11回表、ワンアウト満塁の明桜の攻撃。センター前のきわどいフライでツーアウト、飛び出したランナーがセカンドでアウトとなりスリーアウト…と思いきや、さらに三塁へ送球され第4アウトが成立。
ここがポイント。アピールプレーによる「第3アウトの置き換え」がなければ、スリーアウトが成立する前に三塁ランナーがホームインしていた場合、その得点は認められるという不思議なルール。
この場面での1点は決定的でした。結果的に秋田中央がサヨナラ勝ちを収めましたが、もしこの1点が入っていたら、9回裏のセンターオーバーでも同点止まりだった可能性があります。

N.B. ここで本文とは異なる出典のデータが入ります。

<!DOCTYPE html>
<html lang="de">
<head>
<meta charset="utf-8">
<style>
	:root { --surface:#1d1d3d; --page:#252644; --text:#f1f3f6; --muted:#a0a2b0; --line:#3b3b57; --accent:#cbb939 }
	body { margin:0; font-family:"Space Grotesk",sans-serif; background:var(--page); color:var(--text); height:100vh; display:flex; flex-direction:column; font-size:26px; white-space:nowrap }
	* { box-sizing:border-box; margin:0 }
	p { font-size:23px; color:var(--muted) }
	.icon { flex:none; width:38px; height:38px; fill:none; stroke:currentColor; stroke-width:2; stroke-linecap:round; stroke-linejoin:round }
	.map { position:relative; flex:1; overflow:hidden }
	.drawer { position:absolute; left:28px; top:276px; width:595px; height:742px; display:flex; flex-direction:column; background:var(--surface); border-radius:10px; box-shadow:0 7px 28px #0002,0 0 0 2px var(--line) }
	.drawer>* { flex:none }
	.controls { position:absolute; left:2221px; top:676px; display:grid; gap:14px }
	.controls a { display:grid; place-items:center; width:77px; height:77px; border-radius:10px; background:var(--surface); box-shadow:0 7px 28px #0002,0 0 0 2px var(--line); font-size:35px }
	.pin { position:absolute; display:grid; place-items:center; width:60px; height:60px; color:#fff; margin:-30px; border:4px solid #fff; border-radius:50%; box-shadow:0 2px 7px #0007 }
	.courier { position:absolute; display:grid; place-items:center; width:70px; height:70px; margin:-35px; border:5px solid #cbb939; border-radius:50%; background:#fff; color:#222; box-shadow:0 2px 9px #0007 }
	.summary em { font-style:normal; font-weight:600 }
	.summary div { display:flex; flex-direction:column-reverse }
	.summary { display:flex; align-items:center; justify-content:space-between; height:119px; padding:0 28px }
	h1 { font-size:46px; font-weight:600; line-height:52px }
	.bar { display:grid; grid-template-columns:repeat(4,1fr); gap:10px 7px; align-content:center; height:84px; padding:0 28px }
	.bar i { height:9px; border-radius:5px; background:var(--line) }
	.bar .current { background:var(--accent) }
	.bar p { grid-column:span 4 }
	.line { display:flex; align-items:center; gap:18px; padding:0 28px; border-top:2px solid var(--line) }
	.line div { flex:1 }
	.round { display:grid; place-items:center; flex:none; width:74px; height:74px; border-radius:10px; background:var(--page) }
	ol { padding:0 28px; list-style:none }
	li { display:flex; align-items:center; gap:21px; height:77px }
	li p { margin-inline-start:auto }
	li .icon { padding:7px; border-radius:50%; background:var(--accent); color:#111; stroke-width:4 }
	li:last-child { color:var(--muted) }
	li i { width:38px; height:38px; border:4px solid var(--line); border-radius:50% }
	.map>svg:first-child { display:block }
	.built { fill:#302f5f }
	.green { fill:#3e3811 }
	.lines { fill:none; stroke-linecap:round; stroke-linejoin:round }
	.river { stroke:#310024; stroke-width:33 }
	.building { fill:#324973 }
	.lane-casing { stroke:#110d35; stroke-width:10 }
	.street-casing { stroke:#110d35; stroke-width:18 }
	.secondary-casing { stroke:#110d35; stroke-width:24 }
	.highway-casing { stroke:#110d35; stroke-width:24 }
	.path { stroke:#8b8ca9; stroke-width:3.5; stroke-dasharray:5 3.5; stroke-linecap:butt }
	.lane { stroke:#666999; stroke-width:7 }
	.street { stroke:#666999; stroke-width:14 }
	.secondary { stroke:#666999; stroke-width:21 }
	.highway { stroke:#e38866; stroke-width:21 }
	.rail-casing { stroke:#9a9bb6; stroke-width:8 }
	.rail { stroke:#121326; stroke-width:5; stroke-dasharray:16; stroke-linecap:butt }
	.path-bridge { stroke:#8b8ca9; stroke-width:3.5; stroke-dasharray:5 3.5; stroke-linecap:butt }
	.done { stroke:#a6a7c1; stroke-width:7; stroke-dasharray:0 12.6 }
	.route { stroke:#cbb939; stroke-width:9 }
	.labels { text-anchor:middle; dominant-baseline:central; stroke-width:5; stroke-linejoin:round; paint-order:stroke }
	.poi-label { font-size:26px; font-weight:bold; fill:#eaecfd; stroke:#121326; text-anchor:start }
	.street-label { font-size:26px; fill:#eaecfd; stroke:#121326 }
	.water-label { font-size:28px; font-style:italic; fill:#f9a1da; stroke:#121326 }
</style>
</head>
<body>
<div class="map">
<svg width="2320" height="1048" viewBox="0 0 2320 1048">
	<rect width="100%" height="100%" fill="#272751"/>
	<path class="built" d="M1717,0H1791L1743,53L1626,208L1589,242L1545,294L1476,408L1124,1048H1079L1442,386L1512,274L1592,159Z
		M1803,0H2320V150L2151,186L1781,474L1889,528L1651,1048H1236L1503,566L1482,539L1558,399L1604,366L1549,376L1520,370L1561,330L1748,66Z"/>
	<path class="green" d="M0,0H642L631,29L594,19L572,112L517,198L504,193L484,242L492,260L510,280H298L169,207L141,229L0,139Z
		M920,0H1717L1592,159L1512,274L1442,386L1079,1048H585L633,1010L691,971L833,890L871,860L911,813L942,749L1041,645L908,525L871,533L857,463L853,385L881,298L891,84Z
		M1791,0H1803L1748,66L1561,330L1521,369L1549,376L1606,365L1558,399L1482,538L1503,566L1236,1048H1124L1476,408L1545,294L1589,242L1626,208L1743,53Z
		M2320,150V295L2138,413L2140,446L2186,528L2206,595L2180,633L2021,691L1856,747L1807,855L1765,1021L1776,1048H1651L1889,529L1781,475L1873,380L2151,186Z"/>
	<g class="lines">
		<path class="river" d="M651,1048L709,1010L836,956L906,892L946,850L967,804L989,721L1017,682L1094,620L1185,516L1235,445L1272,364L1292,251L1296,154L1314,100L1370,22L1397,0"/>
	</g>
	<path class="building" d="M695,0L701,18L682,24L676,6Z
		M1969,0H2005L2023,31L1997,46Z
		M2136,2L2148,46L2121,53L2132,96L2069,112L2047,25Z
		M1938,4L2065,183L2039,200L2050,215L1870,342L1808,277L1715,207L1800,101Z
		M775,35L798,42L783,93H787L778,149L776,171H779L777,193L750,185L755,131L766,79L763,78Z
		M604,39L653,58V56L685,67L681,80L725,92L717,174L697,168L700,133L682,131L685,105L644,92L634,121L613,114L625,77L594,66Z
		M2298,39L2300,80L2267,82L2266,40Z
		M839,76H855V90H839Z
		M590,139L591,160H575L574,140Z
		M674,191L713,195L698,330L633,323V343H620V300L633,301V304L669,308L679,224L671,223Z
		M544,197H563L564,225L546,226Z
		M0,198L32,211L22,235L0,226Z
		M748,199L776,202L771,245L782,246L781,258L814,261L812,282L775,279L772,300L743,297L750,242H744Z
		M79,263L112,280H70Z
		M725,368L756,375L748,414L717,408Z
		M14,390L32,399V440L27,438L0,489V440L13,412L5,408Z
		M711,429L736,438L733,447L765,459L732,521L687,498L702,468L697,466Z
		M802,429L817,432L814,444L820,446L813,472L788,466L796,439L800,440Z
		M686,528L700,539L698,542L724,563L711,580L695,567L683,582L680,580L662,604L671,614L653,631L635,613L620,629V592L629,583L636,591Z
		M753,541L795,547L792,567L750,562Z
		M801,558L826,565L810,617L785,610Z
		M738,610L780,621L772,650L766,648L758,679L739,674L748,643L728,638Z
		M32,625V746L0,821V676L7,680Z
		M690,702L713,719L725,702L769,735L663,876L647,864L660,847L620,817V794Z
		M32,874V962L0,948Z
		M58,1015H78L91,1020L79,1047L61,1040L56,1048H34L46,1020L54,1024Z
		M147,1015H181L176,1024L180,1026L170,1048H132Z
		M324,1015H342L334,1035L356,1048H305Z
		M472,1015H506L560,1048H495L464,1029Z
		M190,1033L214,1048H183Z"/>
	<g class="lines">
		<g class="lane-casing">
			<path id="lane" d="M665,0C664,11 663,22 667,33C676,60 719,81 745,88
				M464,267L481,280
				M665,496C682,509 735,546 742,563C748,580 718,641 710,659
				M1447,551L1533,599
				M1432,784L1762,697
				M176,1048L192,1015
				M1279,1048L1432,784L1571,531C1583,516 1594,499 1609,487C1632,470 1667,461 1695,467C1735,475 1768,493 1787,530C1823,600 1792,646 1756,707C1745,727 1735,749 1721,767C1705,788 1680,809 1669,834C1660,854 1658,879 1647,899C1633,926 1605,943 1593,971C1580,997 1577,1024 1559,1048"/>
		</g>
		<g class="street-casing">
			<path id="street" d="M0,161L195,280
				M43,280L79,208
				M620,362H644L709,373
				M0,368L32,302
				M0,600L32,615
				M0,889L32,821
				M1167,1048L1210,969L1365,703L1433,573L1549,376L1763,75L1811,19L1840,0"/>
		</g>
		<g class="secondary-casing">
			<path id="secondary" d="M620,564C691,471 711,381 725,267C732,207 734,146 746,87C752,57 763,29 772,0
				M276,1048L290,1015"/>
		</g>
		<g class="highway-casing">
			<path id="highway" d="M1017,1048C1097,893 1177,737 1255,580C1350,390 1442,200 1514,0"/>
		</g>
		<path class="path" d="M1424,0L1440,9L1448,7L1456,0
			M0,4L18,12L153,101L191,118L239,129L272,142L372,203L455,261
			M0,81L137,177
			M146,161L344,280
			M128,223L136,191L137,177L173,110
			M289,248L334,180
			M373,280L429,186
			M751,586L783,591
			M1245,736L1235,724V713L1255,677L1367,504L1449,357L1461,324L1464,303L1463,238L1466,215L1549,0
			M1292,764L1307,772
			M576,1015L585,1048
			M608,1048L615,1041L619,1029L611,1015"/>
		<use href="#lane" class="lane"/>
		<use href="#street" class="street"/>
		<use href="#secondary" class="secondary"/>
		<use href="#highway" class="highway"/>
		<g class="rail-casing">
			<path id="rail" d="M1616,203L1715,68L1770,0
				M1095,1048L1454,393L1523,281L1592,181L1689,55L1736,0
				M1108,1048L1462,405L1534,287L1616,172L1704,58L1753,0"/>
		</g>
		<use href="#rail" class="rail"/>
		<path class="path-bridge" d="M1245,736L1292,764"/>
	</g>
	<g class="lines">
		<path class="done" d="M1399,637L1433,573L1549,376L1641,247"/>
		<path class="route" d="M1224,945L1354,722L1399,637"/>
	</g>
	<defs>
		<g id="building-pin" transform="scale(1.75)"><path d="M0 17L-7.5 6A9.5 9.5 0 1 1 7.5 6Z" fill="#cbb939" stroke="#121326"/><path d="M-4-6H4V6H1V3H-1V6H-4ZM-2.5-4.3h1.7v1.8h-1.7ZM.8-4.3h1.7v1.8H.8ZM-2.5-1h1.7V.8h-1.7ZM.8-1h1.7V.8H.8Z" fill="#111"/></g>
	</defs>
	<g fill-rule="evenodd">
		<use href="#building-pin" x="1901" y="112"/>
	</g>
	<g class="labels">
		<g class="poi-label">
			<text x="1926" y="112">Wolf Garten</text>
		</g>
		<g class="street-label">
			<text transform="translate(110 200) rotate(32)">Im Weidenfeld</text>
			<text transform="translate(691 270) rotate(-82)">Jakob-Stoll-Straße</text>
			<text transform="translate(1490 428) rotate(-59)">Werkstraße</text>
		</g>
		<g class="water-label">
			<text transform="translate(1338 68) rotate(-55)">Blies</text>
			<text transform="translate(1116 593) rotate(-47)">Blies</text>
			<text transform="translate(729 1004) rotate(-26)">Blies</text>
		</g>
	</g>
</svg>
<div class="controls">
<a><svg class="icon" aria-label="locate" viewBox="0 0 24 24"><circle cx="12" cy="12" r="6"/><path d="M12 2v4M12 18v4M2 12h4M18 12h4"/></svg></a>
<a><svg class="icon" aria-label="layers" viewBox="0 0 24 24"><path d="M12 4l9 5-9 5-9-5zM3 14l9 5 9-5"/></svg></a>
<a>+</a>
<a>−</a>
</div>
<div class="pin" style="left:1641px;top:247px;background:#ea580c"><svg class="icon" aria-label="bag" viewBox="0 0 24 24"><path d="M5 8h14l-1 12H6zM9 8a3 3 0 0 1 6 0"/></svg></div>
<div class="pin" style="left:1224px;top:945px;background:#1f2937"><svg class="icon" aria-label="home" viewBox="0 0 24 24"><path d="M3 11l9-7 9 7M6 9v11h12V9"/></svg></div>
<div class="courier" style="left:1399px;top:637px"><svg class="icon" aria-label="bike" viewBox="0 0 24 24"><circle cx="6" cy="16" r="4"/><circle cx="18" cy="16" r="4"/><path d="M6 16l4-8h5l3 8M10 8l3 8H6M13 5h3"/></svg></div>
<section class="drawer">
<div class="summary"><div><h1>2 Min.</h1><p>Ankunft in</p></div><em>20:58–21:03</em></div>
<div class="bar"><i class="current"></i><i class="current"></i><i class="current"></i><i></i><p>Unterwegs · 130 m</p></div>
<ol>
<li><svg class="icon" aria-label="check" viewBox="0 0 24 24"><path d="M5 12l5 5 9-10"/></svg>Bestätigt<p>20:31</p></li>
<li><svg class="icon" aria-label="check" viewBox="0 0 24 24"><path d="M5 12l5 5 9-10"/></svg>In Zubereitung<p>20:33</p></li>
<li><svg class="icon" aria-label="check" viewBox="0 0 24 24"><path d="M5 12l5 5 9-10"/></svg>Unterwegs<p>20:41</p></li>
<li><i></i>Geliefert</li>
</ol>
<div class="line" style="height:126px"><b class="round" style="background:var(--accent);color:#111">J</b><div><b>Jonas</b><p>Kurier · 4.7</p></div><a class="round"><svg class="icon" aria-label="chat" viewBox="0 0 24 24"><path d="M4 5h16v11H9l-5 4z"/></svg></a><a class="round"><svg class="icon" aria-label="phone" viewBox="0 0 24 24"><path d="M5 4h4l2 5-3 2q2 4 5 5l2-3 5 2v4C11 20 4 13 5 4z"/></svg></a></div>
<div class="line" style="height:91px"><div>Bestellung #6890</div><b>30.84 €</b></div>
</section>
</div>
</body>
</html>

昨日の秋田大会決勝戦で起きた「第4アウト」「フォースプレーの置き換え」。オッサンも現地にいましたが、正直理解に苦しみました。そんな中、中央のアピールプレーによる冷静な対応は見事。延長戦、炎天下の中での判断力は称賛に値します。勉強になりました。
一方で、あの場面は明桜の走塁ミスだったのか?それとも、ルールの盲点を突いて三塁ランナーが仕掛けたのか?もし後者なら、あの場面でその判断をした明桜もまたスゴい。それぞれの思惑を後に検証できたら面白いですね。
ただ残念だったのは、審判からのアナウンスがあまりに簡潔すぎて、ほとんどの観客が「???」状態だったこと。甲子園での鳴門 vs 済々黌の試合では、審判の説明が明確で分かりやすかった記憶があります。
済々黌 vs 鳴門でドカベンの『ルールブックの盲点の1点』が再現された試合はこちら:
https://www.youtube.com/watch?v=syB9w6Lv0SI&feature=youtu.be
「ルールの盲点」と言われながらも、実は非常に有名なルール。ネット上にも多くの解説があり、改めて野球の奥深さを感じさせられました。
決勝戦のような大舞台で、こうしたプレーが飛び出すのも高校野球の醍醐味。選手たちの冷静な判断と、積み重ねた準備の成果に拍手を送りたいです。